Data for analysis START

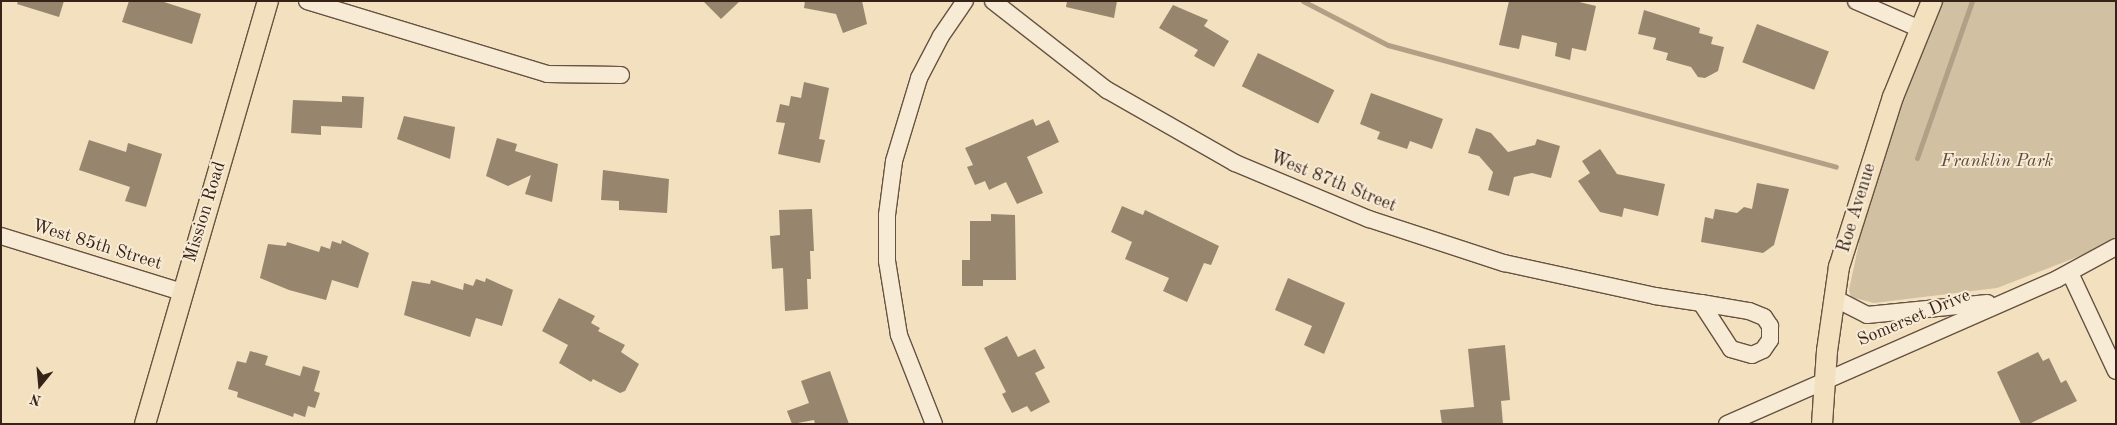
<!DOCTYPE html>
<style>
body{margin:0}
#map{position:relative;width:2117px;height:425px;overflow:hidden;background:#f2e0bf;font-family:"Old Standard TT",serif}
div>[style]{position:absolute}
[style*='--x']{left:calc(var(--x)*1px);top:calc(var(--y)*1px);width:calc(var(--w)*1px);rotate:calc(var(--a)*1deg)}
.green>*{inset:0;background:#d2c0a2}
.stream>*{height:5px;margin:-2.5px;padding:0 2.5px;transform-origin:2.5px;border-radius:2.5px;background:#b29f86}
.building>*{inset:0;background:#98856e;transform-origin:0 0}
.roads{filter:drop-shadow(1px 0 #665241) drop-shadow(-1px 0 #665241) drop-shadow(0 1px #665241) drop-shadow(0 -1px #665241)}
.minor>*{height:16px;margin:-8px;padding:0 8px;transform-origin:8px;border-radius:8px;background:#f7ebd5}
.major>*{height:20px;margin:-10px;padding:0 10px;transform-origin:10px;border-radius:10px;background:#f2e0bf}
span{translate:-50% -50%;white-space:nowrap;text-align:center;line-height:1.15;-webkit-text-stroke:4px #f7ebd5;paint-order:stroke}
.park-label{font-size:18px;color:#5e4a3a;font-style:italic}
.street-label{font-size:18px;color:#372217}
.frame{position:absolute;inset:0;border:2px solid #372217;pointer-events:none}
.north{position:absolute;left:15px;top:360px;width:50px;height:50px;-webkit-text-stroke:4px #f7ebd5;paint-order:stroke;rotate:197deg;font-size:14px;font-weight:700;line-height:20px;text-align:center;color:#372217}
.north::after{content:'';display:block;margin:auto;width:18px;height:22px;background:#372217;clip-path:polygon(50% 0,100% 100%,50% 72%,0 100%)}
</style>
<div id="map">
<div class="green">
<div style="clip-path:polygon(1932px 1px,2116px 1px,2116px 242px,1997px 288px,1874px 303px,1851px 297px,1849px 290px,1859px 243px,1854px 214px)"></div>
</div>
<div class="stream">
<div style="--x:1303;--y:1;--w:96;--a:27.4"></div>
<div style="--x:1388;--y:45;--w:464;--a:15.2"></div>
<div style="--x:1917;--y:158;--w:166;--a:-70.7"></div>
</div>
<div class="building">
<div style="clip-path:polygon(18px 1px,64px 1px,59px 17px,17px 4px)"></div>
<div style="clip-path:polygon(129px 1px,161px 1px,201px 14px,192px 44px,122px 22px)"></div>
<div style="clip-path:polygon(703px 1px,740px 1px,721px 19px)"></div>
<div style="clip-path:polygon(805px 1px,862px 1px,867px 24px,843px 33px,836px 14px,804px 8px)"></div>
<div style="clip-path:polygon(1067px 1px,1117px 1px,1114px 18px,1066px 7px)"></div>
<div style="clip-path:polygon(1509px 1px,1575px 1px,1596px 6px,1586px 51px,1572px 48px,1570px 60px,1555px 56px,1557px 43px,1522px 35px,1519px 49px,1499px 45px)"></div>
<div style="clip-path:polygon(1173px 5px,1208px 20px,1204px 26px,1229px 41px,1214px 67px,1194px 56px,1198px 50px,1159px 28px)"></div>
<div style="clip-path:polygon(1644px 10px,1700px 28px,1699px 33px,1713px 37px,1711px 44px,1724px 47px,1718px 71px,1705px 78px,1698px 77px,1691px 67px,1666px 60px,1668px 53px,1653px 49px,1656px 38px,1638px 34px)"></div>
<div style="left:1757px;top:24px;width:77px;height:41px;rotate:21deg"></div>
<div style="left:1258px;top:53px;width:85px;height:37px;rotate:26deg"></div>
<div style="clip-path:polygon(804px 82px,829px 88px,819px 139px,825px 140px,820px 163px,778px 154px,785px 123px,776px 122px,780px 104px,789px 106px,791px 96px,801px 98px)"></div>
<div style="clip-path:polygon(1371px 93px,1443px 119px,1432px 149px,1410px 141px,1407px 149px,1377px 139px,1380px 132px,1360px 124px)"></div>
<div style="clip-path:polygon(342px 96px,364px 97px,362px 128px,321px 126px,321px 135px,291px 133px,293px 100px,342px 102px)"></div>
<div style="clip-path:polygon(404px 116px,455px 127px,450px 159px,397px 139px)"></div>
<div style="clip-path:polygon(1033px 119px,1036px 126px,1049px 120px,1059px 142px,1027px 157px,1043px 193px,1017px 204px,1006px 182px,989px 190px,985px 181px,975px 185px,967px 167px,973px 165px,965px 148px)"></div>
<div style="clip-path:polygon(1476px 128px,1491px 133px,1508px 152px,1535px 145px,1537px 139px,1560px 146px,1551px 178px,1532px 173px,1514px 177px,1509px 196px,1488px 190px,1493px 172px,1479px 156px,1468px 153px)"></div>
<div style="clip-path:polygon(497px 138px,517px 144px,515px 151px,558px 164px,552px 202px,525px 194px,531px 175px,508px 186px,486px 176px)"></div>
<div style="clip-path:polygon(89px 140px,126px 152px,128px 143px,162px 154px,146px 207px,125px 201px,130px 187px,79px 170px)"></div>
<div style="clip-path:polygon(1600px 149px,1617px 174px,1665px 184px,1658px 216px,1624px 208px,1622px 217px,1600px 212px,1578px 181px,1590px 173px,1582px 161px)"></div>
<div style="clip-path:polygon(603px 170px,669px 179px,667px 213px,619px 210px,619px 201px,601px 200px)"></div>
<div style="clip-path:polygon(1757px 183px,1789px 189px,1774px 245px,1763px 253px,1701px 242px,1705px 217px,1713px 219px,1715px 209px,1737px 213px,1744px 207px,1752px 209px)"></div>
<div style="clip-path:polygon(1122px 206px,1143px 215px,1145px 210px,1219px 246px,1211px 265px,1204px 263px,1187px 302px,1163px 291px,1169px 278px,1125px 259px,1132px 242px,1111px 232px)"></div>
<div style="clip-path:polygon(812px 209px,814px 251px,810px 251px,811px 279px,807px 279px,808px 309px,785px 311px,783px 268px,772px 269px,770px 236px,780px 235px,779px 210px)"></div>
<div style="clip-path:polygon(991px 214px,1015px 215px,1016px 280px,983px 280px,983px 286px,962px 286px,962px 260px,970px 260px,970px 221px,991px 221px)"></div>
<div style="clip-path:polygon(342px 240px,369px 253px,358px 288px,332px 280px,326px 300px,289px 290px,260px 278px,268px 244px,286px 246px,287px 242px,319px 252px,321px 246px,330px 249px,332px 241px,341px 244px)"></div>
<div style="clip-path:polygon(486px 278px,513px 290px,502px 326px,476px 318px,470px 337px,404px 315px,412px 281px,430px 284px,431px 280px,463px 290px,464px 283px,473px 286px,476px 279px,485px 282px)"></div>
<div style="clip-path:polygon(1288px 278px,1345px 303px,1324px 354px,1304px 345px,1312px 326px,1275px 310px)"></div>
<div style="clip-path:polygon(559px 298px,595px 316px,591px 323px,600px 328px,598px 331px,625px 345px,621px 352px,639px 364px,625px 391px,620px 393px,593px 379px,591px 382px,559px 363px,568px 345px,542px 331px)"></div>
<div style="clip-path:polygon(1007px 336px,1018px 357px,1035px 349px,1045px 368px,1035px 373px,1050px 402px,1031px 412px,1027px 406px,1012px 413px,1002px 394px,1006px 392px,984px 348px)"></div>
<div style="clip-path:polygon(1505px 345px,1510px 400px,1501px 401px,1503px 424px,1442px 424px,1440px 410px,1474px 407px,1468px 349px)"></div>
<div style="clip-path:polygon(250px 351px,268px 356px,265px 365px,300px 376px,303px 366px,320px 371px,314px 391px,320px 393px,315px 408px,308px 406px,305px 417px,294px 413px,293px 417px,237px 397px,238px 392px,228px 389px,237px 361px,246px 363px)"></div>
<div style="clip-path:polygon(2038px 352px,2043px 361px,2049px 358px,2061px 383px,2066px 380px,2077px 401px,2029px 424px,2021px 424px,1997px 372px)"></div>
<div style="clip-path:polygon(830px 371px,849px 424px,815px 424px,814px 420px,792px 424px,787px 411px,809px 403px,801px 381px)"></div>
</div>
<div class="roads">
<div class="minor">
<div style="--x:307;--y:1;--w:251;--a:16.9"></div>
<div style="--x:547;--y:74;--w:74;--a:0.8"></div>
<div style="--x:993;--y:1;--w:145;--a:38"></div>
<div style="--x:1107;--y:90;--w:147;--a:29.7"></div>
<div style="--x:1235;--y:163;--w:145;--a:22.7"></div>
<div style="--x:1369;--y:219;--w:142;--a:18.1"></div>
<div style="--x:1504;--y:263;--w:155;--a:12.3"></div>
<div style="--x:1655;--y:296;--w:47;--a:8.7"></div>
<div style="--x:1701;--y:303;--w:49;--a:9.5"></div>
<div style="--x:1749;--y:311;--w:16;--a:22"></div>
<div style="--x:1764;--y:317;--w:11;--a:56"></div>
<div style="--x:1770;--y:326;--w:14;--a:90"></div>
<div style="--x:1770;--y:340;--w:12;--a:125"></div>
<div style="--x:1763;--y:350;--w:12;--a:156"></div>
<div style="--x:1752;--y:355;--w:22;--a:-164"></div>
<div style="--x:1731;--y:349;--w:55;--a:-123.1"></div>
<div style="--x:1856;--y:1;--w:70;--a:23.6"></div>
<div style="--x:1;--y:236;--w:189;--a:17.2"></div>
<div style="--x:2070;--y:273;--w:108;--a:64.9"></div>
<div style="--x:1834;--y:298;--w:37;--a:27"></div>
<div style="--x:1867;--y:315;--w:121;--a:-5.7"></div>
<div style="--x:934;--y:424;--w:96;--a:-111.5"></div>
<div style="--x:899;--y:335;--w:75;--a:-99.2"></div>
<div style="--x:887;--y:261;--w:46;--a:-90"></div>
<div style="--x:887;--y:215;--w:54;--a:-82.6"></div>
<div style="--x:894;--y:161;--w:87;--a:-73.2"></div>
<div style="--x:919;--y:78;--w:47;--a:-62.4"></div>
<div style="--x:941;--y:36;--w:42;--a:-55.6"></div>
<div style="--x:1727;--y:424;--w:360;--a:-23.7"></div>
<div style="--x:2057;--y:279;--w:67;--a:-28.5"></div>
</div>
<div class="major">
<div style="--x:145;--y:424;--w:441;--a:-73.8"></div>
<div style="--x:1822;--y:424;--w:73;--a:-86.1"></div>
<div style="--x:1827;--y:351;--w:85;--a:-81.9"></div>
<div style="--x:1839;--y:267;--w:178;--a:-72.4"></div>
<div style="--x:1893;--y:97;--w:104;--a:-67.9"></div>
</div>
</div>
<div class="park-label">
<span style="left:1997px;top:161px">Franklin Park</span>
</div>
<div class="street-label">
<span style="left:1333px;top:182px;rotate:22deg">West 87th Street</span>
<span style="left:1857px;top:208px;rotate:-73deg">Roe Avenue</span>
<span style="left:205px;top:212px;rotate:-73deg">Mission Road</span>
<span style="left:97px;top:245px;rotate:17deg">West 85th Street</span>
<span style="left:1914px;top:318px;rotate:-23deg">Somerset Drive</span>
</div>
<div class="frame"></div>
<div class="north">N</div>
</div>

Data for analysis END

Each line above where the word "stream" occurs should be returned in full.

| Answer area |
.stream>*{height:5px;margin:-2.5px;padding:0 2.5px;transform-origin:2.5px;border-radius:2.5px;background:#b29f86}
<div class="stream">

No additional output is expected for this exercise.